E: I already opened a MS case for this a week ago, and they are still trying to solve this, but no success yet.




9 Replies
Hi PAtrick,

do you have received a feedback from Microsoft?



Hi Carsten,


we tried a bunch of KB installations (were already installed) and all of this:

there was no solution in sight, so we went back to MMA and SCEP.

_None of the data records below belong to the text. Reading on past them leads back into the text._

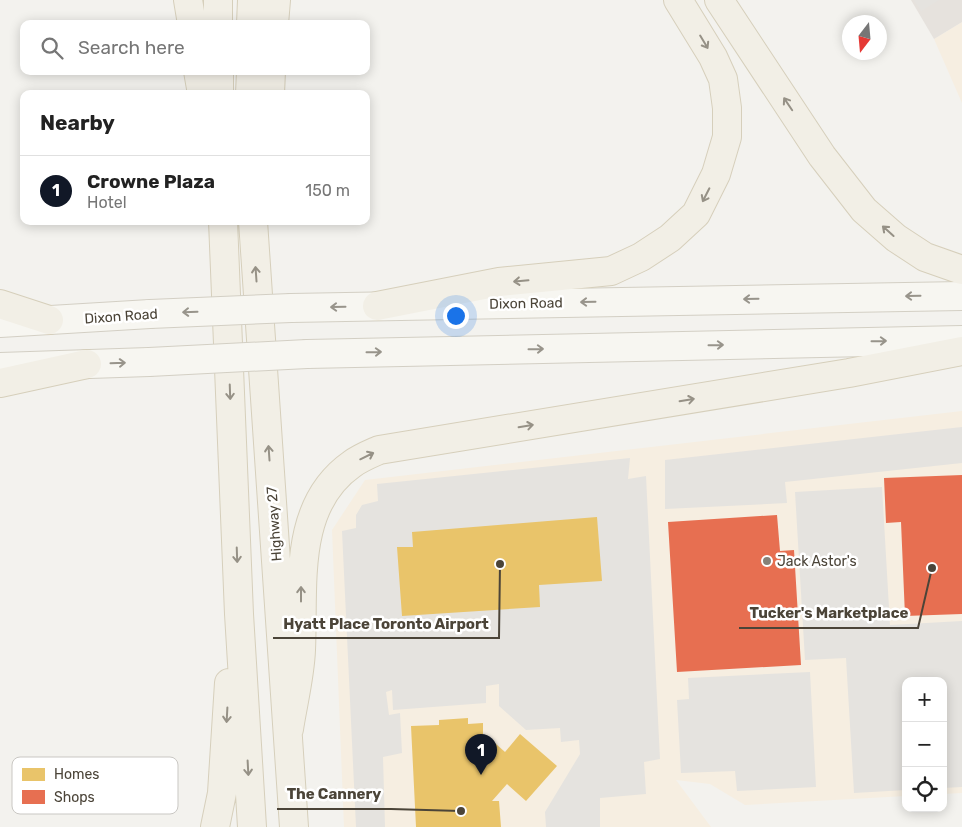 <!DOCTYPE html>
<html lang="en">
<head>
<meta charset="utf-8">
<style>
	body { margin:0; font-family:Rubik,sans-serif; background:#f2f2f2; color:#222 }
	.controls { position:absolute; right:15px; bottom:15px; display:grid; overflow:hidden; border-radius:10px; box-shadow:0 2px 12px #0003 }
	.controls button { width:45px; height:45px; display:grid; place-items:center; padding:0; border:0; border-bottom:1px solid #e0e0e0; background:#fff; color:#222; font:25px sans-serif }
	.compass { position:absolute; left:842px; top:15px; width:45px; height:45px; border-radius:50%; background:#fff; box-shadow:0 2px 12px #0003; rotate:196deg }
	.you { position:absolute; left:455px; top:315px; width:18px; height:18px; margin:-12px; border:4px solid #fff; border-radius:50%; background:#1a73e8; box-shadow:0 0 0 8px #1a73e833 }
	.badge { display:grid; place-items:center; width:32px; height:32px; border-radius:50%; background:#111827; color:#fff; font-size:16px; font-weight:700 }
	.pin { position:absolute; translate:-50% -41px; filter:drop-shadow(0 1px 2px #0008) }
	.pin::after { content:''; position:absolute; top:26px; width:18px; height:15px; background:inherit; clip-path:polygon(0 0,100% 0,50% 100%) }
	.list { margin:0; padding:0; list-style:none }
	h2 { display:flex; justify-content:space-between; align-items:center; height:65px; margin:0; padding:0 20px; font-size:21px }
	h2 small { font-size:16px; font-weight:400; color:#767676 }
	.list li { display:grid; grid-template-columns:32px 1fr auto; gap:15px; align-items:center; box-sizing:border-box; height:70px; padding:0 20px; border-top:1px solid #e0e0e0 }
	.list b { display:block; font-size:19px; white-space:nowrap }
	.list p { margin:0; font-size:16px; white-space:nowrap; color:#767676 }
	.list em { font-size:16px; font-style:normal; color:#767676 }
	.icon { flex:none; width:28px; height:28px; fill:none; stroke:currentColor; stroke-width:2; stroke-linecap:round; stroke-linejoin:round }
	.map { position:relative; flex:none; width:962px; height:827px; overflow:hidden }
	.search { position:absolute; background:#fff; box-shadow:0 2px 12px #0003; left:20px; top:20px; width:350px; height:55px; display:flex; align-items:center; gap:12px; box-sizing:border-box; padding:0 18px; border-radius:10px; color:#767676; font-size:19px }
	.panel { position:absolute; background:#fff; box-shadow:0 2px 12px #0003; left:20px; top:90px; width:350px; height:135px; border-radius:10px }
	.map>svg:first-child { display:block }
	.commercial { fill:#f6eee1 }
	.industrial { fill:#e6e2dd }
	.parking { fill:#e5e3df }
	.homes { fill:#e9c46a }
	.shops { fill:#e76f51 }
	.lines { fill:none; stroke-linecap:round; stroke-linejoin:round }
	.secondary-casing { stroke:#d3cfc4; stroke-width:30 }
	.primary-casing { stroke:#d6cfbb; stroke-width:30 }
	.secondary { stroke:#f7f6f1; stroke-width:28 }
	.primary { stroke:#f2efe6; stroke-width:28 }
	.secondary-bridge-casing { stroke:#d3cfc4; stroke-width:30; stroke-linecap:butt }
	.secondary-bridge { stroke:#f7f6f1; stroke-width:28 }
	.oneway { stroke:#969186 }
	.oneway2 { stroke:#98948b }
	.poi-dot { fill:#868178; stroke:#fff; stroke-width:2 }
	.labels { text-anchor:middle; stroke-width:5; stroke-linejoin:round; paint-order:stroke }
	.street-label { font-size:14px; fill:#4b4438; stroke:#fff }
	.poi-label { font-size:14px; fill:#4b4438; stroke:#fff; text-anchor:start }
	.key { fill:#fff; stroke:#c9c7c3; stroke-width:1 }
	.key-label { font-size:14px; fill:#4b4438 }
	.leader { fill:none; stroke:#4b4438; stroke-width:2 }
	.callout-dot { fill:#4b4438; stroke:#fff; stroke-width:2 }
	.callout-label { font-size:15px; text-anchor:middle; font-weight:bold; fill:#4b4438; stroke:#fff; stroke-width:5; stroke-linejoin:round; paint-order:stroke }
</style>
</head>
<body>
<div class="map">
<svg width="962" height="827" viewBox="0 0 962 827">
	<rect width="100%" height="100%" fill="#f3f2ee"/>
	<path class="commercial" d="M 962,22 L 962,103 L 934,39 Z
		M 962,411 L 962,793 L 943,794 L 943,681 L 906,681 L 906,796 L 745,805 L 710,784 L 676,780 L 711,827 L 344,827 L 332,530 L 365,480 Z"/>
	<path class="industrial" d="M 911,0 L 962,0 L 962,22 L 934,39 Z"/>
	<path class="parking" d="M 914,0 L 939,0 L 921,11 Z
		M 962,427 L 962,463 L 785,482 L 787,503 L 665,509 L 665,460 Z
		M 630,458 L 628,479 L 646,476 L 660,759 L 644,762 L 646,794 L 600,798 L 600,827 L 546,827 L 545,812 L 580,754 L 579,740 L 561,742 L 560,728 L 526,730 L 499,706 L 499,684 L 486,686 L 486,703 L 393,710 L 392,690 L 386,692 L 389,715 L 400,713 L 402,753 L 383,757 L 385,827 L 356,827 L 342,531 L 356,528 L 356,515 L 362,505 L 378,501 L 377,484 Z
		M 882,487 L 890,625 L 962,621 L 962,787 L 943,788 L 943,681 L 906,681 L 906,790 L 854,793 L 846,658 L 805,660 L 795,492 Z
		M 810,672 L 816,787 L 737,791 L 735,771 L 681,773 L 677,700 L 689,699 L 688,678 Z"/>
	<path class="homes" d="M 597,517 L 602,581 L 539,585 L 540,607 L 402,616 L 397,547 L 413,547 L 412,532 Z
		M 468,718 L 468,724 L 483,723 L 483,736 L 487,736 L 505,752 L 520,734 L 557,766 L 526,801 L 507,784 L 492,801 L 499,801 L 501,827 L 416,827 L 411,726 L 439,725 L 439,720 Z"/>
	<path class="shops" d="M 962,475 L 962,614 L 905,616 L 901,522 L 886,523 L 884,478 Z
		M 777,515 L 780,551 L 794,550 L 801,665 L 677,672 L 668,522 Z"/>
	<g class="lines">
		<g class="secondary-casing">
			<path id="secondary" d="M 291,308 L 962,296
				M 0,323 L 150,314
				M 307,354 L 962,340
				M 0,367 L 149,362"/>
		</g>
		<g class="primary-casing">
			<path id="primary" d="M 188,0 L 192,24
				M 218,0 L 218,24
				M 719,0 L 822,156 L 864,210 L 896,238 L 925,257 L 962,270
				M 251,24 L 252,0
				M 274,24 L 276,0
				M 198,71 L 202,94
				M 219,71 L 219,94
				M 250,94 L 251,71
				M 270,94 L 271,71
				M 223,221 L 239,614 L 252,827
				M 253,221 L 294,827
				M 0,304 L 49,320
				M 377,306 L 499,282 L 611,271 L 641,257 L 670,238 L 696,214 L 716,174 L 727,137 L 727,108 L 723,79 L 713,57 L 678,0
				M 0,383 L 87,364
				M 289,729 C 293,703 300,676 301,650 C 304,586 292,506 352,464 C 360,458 370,454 379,450 L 849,373 L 962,351
				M 215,827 L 222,793 L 229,683"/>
		</g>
		<use href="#secondary" class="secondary"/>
		<use href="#primary" class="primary"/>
		<g class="secondary-bridge-casing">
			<path id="secondary-bridge" d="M 150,314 L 291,308
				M 149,362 L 307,354"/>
		</g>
		<use href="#secondary-bridge" class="secondary-bridge"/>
	</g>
	<defs><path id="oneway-shaft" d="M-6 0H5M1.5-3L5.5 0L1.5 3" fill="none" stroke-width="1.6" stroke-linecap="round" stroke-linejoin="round" transform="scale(1.25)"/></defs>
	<g class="oneway">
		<use href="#oneway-shaft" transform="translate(704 42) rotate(59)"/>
		<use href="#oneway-shaft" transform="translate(788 104) rotate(-124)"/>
		<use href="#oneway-shaft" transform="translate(706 195) rotate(117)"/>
		<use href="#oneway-shaft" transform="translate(888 231) rotate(-138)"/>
		<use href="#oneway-shaft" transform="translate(256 274) rotate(-94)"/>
		<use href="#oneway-shaft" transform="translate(521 281) rotate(175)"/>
		<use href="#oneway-shaft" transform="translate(230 392) rotate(88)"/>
		<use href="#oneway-shaft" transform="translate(687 400) rotate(-9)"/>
		<use href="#oneway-shaft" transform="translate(526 426) rotate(-9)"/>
		<use href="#oneway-shaft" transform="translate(269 453) rotate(-94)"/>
		<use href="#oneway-shaft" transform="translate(367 456) rotate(-26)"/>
		<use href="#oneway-shaft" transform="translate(237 555) rotate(88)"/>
		<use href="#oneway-shaft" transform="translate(301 594) rotate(-90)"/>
		<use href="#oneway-shaft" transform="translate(227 715) rotate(93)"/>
		<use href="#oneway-shaft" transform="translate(248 768) rotate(87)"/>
	</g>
	<g class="oneway2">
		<use href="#oneway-shaft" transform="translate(913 296) rotate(179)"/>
		<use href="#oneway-shaft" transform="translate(751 299) rotate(179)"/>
		<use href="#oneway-shaft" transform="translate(588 302) rotate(179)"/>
		<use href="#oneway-shaft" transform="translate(338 307) rotate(179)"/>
		<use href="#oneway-shaft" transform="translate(190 312) rotate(178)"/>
		<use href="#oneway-shaft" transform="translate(879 341) rotate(-1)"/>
		<use href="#oneway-shaft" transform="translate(716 345) rotate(-1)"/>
		<use href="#oneway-shaft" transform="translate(536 349) rotate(-1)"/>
		<use href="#oneway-shaft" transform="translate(374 352) rotate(-1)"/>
		<use href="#oneway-shaft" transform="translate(118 363) rotate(-2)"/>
	</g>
	<circle class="poi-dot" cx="767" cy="561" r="5"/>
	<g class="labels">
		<g class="street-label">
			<text transform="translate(526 303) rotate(-1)" y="5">Dixon Road</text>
			<text transform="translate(121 316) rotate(-4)" y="5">Dixon Road</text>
			<text transform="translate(274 524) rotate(-94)" y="5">Highway 27</text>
		</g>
		<g class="poi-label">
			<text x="777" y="566">Jack Astor's</text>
		</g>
	</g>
	<rect x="12" y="757" width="166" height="57" rx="8" class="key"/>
	<rect x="22" y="768" width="23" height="13" fill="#e9c46a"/>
	<rect x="22" y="790" width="23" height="14" fill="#e76f51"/>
	<g class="key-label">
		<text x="54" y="779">Homes</text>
		<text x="54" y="802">Shops</text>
	</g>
	<path class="leader" d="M932 568L918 628H739M500 564L499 638H273M461 811L391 809H277"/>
	<g class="callout-dot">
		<circle cx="932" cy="568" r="5"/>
		<circle cx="500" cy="564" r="5"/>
		<circle cx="461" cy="811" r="5"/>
	</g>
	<g class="callout-label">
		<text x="829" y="618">Tucker's Marketplace</text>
		<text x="386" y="629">Hyatt Place Toronto Airport</text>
		<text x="334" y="799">The Cannery</text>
	</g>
</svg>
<div class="controls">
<button>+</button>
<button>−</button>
<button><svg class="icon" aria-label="locate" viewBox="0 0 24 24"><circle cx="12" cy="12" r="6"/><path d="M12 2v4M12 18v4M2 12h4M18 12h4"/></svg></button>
</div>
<svg class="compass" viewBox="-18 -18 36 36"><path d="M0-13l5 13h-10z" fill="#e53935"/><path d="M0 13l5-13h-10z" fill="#767676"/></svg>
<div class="you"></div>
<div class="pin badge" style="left:481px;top:775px">1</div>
<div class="search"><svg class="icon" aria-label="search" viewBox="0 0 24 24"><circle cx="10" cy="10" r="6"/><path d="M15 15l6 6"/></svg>Search here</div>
<section class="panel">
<h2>Nearby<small></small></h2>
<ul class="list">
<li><span class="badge">1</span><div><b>Crowne Plaza</b><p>Hotel</p></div><em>150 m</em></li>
</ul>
</section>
</div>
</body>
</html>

Maybe the Link helps you? :)



Hi PatrickEl,


thanks for your quick answer. I'll check the link you provide. But I believe we have to do the same way as you described.




Worked after these steps:

1.Upgrade Hyper-V Integration Services


2. Copying files from Windows 2012 R2 successfully installed to the system where the problem is

C:\Program Files\Windows Defender

C:\Program Files\Windows Defender Advanced Threat Protection

C:\ProgramData\Microsoft\Windows Defender

C:\ProgramData\Microsoft\Windows Defender Advanced Threat Protection

3. Export service regedit key from Windows 2012 R2 successfully installed to the system where the problem is





4. Restart

5. Microsoft Defender for Endpoint offboarding process

run WindowsDefenderATPOffboardingScript.cmd

6. Run manual installation

run md4ws.msi 

7. Restart


Perhaps some steps are not needed, let it be the subject of discussion

Hi Yevhen,

thanks for the feedback. Will try it next week and give you feedback.




So in my case, I just solved this in the following manner. The issue was it couldn't install the service because there was already a registry key for the service in place. I believe this was due to a previously failed rollback of the MSI attempting to be installed. I had to manually delete the registry key for the windefend service in HKLM\SYSTEM\CurrentControlSet\Services\Windefend.  I tried using sc delete windefend, but always got access denied, even in safe mode. Once I removed the registry key, I rebooted. The service no longer showed in the services MMC. I could then run the install successfully.

best response confirmed by Yong Rhee (Microsoft)
Had this problem on multiple servers and traced to WinDefend service taking a long time to start added the following to the registry temporarily
after a reboot ran md4ws manually (elevated) and it installed fine every time.
It helped us as well. Thank you a lot.